▶ **EXERCISE DESCRIPTION**: Reproduce the listing that follows word for word, without its pictures.

....

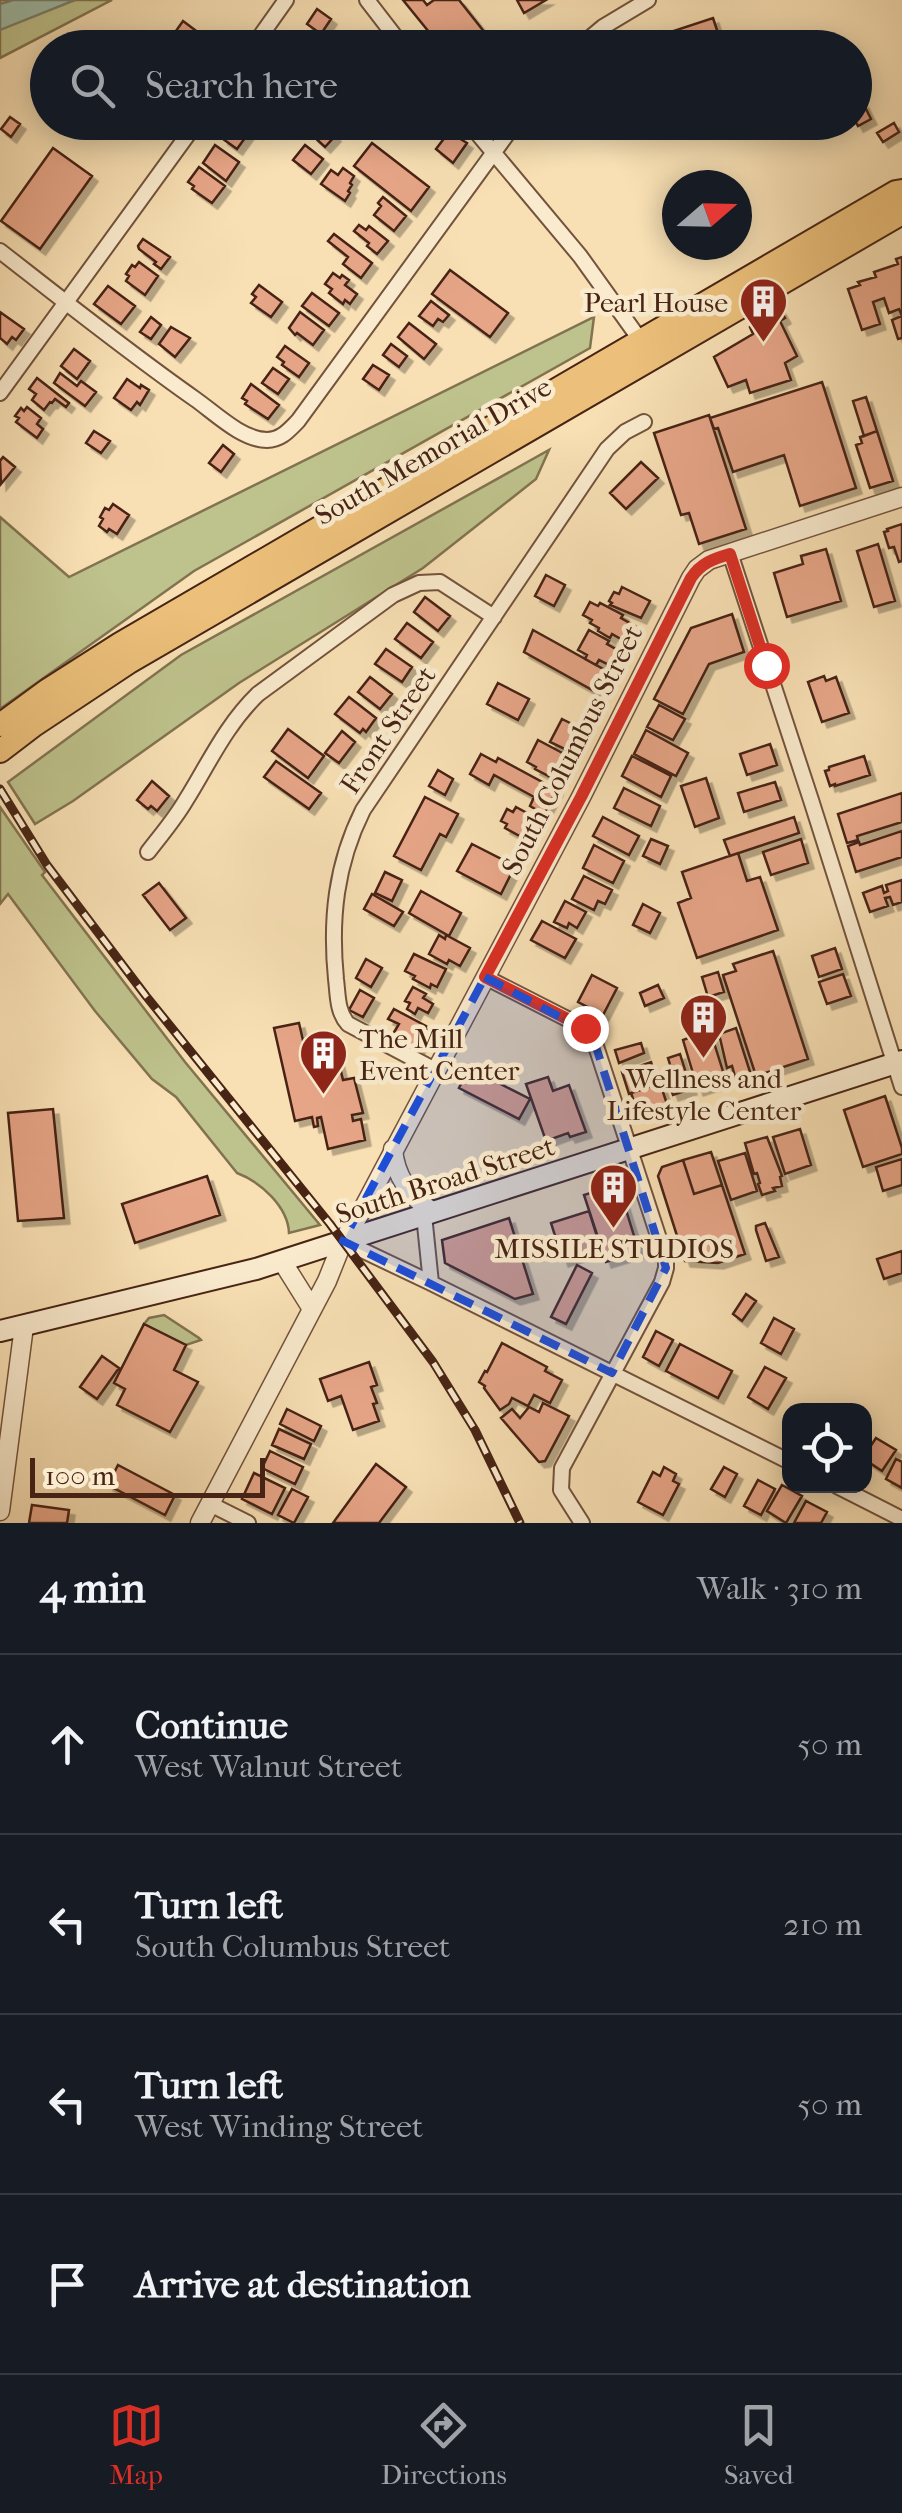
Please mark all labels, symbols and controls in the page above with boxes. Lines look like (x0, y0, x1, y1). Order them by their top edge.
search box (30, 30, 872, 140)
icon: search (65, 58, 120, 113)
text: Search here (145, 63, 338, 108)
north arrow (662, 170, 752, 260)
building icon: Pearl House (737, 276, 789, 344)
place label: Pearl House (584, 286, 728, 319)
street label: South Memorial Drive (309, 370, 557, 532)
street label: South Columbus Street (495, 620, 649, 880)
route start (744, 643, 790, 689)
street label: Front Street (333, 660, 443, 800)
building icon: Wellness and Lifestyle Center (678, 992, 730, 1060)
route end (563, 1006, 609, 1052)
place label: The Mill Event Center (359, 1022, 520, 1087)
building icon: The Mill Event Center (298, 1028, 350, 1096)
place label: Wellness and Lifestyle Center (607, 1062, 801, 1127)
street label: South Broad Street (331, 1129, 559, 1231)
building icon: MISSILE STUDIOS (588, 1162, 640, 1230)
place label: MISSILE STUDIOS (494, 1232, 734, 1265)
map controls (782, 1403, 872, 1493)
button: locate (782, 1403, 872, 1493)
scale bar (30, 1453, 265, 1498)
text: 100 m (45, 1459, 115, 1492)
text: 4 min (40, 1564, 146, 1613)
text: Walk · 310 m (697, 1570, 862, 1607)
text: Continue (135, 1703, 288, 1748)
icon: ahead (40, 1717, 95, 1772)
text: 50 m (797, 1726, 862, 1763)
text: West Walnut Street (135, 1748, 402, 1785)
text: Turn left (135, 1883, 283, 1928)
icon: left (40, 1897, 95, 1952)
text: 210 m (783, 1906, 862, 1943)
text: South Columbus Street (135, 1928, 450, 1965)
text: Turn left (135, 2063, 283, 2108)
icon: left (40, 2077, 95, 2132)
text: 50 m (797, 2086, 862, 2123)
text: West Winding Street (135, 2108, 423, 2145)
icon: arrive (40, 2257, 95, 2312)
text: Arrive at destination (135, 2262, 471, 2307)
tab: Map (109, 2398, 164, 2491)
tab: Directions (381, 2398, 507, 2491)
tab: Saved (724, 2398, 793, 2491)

....

▶ **OUTPUT**:
Please mark all labels, symbols and controls in the page above with boxes. Lines look like (x0, y0, x1, y1). Order them by their top edge.
search box (30, 30, 872, 140)
icon: search (65, 58, 120, 113)
text: Search here (145, 63, 338, 108)
north arrow (662, 170, 752, 260)
building icon: Pearl House (737, 276, 789, 344)
place label: Pearl House (584, 286, 728, 319)
street label: South Memorial Drive (309, 370, 557, 532)
street label: South Columbus Street (495, 620, 649, 880)
route start (744, 643, 790, 689)
street label: Front Street (333, 660, 443, 800)
building icon: Wellness and Lifestyle Center (678, 992, 730, 1060)
route end (563, 1006, 609, 1052)
place label: The Mill Event Center (359, 1022, 520, 1087)
building icon: The Mill Event Center (298, 1028, 350, 1096)
place label: Wellness and Lifestyle Center (607, 1062, 801, 1127)
street label: South Broad Street (331, 1129, 559, 1231)
building icon: MISSILE STUDIOS (588, 1162, 640, 1230)
place label: MISSILE STUDIOS (494, 1232, 734, 1265)
map controls (782, 1403, 872, 1493)
button: locate (782, 1403, 872, 1493)
scale bar (30, 1453, 265, 1498)
text: 100 m (45, 1459, 115, 1492)
text: 4 min (40, 1564, 146, 1613)
text: Walk · 310 m (697, 1570, 862, 1607)
text: Continue (135, 1703, 288, 1748)
icon: ahead (40, 1717, 95, 1772)
text: 50 m (797, 1726, 862, 1763)
text: West Walnut Street (135, 1748, 402, 1785)
text: Turn left (135, 1883, 283, 1928)
icon: left (40, 1897, 95, 1952)
text: 210 m (783, 1906, 862, 1943)
text: South Columbus Street (135, 1928, 450, 1965)
text: Turn left (135, 2063, 283, 2108)
icon: left (40, 2077, 95, 2132)
text: 50 m (797, 2086, 862, 2123)
text: West Winding Street (135, 2108, 423, 2145)
icon: arrive (40, 2257, 95, 2312)
text: Arrive at destination (135, 2262, 471, 2307)
tab: Map (109, 2398, 164, 2491)
tab: Directions (381, 2398, 507, 2491)
tab: Saved (724, 2398, 793, 2491)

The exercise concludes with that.